Task brief »
Report each line from the records where the string "stream" turns up.

(Collected data entries)
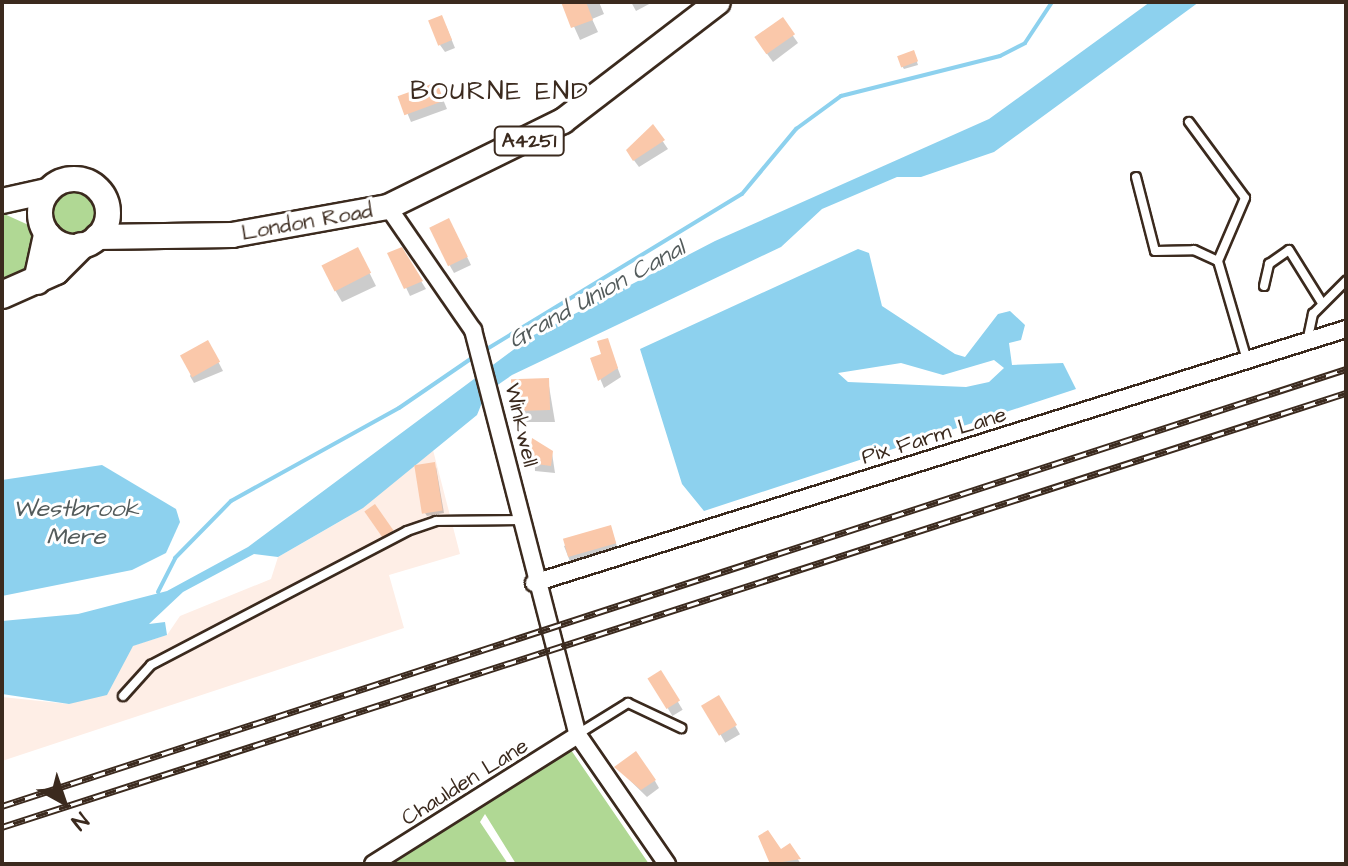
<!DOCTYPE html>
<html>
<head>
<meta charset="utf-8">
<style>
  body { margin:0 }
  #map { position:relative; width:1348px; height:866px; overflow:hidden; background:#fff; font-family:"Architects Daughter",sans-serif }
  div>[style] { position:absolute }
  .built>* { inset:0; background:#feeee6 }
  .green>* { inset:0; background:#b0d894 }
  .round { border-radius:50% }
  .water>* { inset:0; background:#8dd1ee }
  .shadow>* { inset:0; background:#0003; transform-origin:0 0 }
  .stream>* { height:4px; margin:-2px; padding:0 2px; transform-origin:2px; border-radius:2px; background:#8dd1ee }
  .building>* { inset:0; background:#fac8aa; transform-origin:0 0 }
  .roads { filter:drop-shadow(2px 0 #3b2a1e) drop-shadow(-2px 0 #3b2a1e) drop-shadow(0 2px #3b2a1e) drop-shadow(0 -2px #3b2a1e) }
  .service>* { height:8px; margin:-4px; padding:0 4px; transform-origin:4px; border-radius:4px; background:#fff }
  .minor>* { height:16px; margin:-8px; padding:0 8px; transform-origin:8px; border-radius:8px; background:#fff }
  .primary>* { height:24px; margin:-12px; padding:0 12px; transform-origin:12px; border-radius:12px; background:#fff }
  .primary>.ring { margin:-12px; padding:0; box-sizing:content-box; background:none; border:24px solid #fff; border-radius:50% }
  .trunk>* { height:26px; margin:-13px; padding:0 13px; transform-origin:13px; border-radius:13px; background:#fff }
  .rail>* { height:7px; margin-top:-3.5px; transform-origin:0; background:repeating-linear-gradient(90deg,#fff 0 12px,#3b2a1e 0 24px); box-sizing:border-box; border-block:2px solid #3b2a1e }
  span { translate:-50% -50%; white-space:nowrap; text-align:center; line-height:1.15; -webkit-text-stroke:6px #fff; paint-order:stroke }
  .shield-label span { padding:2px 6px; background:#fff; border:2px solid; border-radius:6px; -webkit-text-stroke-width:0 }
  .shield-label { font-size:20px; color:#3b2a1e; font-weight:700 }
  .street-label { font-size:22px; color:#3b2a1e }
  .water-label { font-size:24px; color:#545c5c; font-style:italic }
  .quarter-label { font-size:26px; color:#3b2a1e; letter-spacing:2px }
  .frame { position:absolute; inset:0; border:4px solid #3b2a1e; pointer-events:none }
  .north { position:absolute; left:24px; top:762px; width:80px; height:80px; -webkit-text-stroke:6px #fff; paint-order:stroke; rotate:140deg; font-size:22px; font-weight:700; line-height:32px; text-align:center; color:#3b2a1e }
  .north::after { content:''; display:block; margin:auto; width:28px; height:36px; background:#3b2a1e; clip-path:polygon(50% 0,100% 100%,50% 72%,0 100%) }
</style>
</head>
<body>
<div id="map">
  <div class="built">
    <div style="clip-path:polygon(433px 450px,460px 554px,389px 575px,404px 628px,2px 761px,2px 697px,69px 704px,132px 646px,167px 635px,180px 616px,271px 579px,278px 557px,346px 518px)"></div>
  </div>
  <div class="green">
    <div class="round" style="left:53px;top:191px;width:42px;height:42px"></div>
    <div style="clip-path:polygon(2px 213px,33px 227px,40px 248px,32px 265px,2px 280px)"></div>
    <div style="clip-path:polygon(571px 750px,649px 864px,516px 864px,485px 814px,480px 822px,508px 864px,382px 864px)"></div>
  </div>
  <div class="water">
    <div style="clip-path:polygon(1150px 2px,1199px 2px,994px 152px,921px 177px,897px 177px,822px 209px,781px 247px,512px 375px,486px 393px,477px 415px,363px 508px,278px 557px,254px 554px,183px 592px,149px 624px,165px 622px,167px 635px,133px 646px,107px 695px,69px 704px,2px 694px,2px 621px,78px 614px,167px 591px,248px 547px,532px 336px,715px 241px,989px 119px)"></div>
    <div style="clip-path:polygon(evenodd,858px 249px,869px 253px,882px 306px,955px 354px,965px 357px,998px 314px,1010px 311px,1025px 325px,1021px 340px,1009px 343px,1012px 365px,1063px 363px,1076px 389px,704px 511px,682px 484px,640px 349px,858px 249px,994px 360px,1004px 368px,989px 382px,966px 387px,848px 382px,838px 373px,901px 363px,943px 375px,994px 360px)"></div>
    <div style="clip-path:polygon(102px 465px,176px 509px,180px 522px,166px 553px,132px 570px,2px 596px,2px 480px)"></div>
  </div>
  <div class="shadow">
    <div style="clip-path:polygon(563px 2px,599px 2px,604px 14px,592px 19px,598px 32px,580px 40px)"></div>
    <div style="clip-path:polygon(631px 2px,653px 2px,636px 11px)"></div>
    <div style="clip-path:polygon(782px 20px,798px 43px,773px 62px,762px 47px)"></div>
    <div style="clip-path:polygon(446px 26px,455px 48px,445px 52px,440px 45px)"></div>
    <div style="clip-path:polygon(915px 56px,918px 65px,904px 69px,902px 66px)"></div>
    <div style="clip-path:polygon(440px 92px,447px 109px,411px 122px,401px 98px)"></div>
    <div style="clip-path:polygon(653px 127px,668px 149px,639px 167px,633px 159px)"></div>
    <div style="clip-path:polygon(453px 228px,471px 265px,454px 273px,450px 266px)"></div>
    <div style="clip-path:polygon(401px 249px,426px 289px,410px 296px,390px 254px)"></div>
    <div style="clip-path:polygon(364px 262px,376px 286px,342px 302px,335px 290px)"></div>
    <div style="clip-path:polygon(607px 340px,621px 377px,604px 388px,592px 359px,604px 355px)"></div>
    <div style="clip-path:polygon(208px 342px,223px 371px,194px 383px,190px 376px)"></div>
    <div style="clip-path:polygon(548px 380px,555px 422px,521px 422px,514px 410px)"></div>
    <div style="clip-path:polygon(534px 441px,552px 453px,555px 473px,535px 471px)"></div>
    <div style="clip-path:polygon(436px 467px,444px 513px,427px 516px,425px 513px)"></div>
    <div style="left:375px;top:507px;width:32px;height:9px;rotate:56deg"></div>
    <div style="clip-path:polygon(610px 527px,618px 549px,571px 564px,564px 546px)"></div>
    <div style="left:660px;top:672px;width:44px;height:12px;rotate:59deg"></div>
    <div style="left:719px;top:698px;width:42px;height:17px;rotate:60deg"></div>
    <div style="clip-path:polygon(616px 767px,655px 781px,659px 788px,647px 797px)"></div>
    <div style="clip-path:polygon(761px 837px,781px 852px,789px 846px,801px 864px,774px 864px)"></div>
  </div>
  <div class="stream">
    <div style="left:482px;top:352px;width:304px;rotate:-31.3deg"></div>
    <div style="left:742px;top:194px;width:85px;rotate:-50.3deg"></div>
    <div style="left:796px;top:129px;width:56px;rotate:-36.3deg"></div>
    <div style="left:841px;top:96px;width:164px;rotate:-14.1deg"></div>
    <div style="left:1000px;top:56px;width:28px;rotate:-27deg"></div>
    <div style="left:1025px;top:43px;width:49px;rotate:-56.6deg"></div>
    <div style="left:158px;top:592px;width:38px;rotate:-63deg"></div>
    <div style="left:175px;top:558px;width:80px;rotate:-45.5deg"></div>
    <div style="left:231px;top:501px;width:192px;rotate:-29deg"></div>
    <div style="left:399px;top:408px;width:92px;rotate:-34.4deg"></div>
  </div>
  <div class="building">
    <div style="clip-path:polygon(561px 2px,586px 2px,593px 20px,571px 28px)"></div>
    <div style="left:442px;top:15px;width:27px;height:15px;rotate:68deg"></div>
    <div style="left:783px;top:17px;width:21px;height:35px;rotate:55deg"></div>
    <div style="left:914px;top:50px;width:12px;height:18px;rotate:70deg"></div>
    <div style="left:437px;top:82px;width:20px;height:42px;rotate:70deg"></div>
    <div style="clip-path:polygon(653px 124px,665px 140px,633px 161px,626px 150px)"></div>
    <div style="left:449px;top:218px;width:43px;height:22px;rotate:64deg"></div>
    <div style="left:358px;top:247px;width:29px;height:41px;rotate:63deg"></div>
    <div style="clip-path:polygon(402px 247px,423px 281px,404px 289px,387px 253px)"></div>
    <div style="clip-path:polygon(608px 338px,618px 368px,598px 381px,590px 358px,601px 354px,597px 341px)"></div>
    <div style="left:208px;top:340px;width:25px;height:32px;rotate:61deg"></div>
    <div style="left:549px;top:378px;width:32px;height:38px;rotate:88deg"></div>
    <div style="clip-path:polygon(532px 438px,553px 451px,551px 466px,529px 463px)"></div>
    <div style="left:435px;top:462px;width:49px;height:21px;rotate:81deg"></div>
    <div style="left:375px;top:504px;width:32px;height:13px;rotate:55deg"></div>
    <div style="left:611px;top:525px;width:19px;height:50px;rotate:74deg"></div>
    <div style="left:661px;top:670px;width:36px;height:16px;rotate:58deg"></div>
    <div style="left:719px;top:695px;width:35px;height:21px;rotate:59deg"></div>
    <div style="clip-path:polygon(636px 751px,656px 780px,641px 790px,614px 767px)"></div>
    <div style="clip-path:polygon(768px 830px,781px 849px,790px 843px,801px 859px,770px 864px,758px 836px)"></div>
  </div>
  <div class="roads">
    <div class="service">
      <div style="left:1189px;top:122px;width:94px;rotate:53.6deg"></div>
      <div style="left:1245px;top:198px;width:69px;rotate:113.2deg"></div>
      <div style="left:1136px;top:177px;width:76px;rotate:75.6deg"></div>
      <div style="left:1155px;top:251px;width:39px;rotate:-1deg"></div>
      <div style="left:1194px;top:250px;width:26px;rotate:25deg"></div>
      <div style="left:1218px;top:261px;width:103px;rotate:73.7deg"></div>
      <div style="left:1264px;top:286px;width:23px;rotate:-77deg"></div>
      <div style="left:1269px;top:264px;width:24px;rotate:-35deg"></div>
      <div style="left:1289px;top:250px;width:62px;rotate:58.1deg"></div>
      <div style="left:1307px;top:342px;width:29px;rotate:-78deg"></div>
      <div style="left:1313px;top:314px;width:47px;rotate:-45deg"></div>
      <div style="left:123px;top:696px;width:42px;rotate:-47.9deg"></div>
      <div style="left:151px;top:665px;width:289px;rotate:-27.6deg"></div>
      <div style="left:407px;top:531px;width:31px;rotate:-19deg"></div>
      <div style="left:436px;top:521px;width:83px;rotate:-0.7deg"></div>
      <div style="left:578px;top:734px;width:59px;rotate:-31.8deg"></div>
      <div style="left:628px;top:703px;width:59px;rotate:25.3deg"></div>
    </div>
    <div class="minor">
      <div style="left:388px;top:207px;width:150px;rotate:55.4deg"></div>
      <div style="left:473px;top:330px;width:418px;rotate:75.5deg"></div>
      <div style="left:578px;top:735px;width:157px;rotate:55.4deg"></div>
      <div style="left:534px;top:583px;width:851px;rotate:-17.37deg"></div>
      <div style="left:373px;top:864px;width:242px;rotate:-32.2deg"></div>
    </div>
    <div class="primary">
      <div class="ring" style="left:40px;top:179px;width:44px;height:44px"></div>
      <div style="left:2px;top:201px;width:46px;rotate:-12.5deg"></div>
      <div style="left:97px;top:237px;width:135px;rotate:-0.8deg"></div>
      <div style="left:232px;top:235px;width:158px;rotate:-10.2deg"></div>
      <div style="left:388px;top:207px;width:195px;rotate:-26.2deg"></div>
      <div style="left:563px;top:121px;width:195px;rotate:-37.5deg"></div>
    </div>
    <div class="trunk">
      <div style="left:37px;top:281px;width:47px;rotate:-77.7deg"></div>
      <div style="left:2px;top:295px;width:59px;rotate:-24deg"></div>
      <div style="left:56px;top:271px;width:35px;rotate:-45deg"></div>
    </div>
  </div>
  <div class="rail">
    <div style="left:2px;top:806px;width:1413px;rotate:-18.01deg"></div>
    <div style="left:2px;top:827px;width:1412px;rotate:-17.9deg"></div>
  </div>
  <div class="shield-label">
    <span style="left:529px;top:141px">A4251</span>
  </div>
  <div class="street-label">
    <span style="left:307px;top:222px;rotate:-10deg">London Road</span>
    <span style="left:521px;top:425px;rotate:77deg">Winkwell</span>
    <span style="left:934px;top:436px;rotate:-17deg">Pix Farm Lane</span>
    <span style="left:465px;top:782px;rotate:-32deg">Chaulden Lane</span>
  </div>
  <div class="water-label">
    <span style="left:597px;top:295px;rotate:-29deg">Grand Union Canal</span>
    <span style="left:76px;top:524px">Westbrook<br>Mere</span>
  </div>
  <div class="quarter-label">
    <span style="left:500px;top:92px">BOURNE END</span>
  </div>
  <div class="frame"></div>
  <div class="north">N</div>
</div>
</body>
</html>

Expected output »
  .stream>* { height:4px; margin:-2px; padding:0 2px; transform-origin:2px; border-radius:2px; background:#8dd1ee }
  <div class="stream">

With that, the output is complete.